Interestingly, his progress to this point has been much slower. It could be that my son has simply reached a point where the skills needed to advance to the next level necessitate considerable practice, but it seems to me that there is another issue.
In the first session, almost all the participants in my son’s group were skating at the same level. As the program progressed, some students developed their skills more quickly than others, but even at the end of the course, the difference in skill between the students was still small. The uniformity of skill made the teacher’s lesson perfectly suited for all children. As a result, every child benefited from the drills provided by the instructor.
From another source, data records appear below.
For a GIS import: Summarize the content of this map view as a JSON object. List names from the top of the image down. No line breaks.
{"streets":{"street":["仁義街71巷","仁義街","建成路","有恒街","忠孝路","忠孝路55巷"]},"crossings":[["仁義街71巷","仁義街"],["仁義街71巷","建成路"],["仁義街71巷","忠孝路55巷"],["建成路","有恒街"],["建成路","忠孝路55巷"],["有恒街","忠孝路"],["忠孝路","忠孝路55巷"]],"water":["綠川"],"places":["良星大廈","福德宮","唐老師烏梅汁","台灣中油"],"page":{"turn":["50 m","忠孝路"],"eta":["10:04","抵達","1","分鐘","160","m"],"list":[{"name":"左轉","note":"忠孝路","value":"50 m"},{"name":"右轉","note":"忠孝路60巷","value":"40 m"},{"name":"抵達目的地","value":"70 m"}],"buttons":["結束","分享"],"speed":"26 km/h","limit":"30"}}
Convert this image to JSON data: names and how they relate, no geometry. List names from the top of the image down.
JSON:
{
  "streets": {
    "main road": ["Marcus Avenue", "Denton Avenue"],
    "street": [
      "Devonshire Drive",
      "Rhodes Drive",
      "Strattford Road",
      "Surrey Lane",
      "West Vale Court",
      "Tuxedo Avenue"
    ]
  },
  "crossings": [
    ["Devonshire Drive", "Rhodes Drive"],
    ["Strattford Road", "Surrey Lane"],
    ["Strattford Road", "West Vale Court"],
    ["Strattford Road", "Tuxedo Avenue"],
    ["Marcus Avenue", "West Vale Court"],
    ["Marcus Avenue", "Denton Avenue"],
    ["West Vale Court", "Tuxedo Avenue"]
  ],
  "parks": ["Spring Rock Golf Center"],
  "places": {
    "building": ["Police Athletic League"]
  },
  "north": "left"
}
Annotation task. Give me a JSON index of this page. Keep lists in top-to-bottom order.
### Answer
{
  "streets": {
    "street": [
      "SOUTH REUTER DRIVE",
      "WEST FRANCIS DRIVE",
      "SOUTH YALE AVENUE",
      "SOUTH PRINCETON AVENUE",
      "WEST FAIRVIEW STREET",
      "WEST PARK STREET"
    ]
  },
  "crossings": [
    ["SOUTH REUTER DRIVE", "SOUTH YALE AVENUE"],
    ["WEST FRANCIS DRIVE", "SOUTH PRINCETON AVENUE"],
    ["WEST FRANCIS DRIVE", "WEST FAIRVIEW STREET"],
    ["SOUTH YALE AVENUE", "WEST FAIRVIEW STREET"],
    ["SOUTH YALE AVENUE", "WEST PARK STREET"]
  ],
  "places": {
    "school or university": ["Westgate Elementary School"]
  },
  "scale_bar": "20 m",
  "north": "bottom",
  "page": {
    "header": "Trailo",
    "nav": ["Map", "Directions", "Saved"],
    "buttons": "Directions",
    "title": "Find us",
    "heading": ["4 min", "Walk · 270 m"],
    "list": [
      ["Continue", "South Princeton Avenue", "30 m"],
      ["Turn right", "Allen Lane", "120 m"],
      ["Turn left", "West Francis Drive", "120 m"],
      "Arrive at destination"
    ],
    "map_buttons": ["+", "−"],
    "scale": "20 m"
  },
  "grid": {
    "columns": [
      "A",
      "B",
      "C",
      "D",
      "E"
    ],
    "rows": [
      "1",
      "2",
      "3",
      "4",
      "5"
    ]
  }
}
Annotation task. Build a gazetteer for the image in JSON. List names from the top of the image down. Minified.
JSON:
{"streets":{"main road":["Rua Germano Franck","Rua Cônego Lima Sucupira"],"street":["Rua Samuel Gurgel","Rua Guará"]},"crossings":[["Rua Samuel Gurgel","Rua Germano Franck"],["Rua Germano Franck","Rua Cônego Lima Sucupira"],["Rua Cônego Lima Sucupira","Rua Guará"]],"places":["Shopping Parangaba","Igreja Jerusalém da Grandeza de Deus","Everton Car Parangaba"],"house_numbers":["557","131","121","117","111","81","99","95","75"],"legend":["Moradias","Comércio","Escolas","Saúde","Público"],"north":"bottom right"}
In the second session, the format of the program and the drills are very similar to the previous session. However, the participants in the second session have a much broader range of skating ability. Some students are still walking on their skates, while others are learning to stop and to turn using cross-overs. The one-size-fits-all approach has not been nearly as effective with this group of skaters, and the amount of time students spend waiting for the instructor or for other participants has increased significantly. As the amount of waiting increases, the amount of skating - and learning - decreases.
A big part of personalizing your classroom is awareness. It generally does not require much time to create a more personalized experience for your students, but it is essential for the teacher to notice when a student’s needs are not being met. Additionally, the teacher must be willing to alter their program in order to accommodate a variety of needs and not be intimidated by students completing different tasks simultaneously.
Consider my son’s skating class as an example. His class consists of 14 students of roughly three different ability groups. By simply dividing the group into three smaller groups, the needs of all students could be better met. The strongest group needs to skate longer distances and practice more complicated skills. It would be easy to arrange a course around the perimeter of the teaching area for these students. Because these students have mastered many basic skills, they can be given more independence and an opportunity to complete more difficult challenges compatible with their skill level.
The second group of students needs to work on their turning and could be asked to wind their way through a series of pylons. The last group was having issues with balance, and they simply need practice skating in a straight line, falling and getting back up. A simple modification like this engages more students and improves learning.
Despite having students doing several different things simultaneously, the class also becomes easier to manage as all students are engaged and active. With the one-size-fits-all approach some students end up spending a lot of time waiting. This quickly leads to boredom which - at least for my son - does not lead to the best behaviour.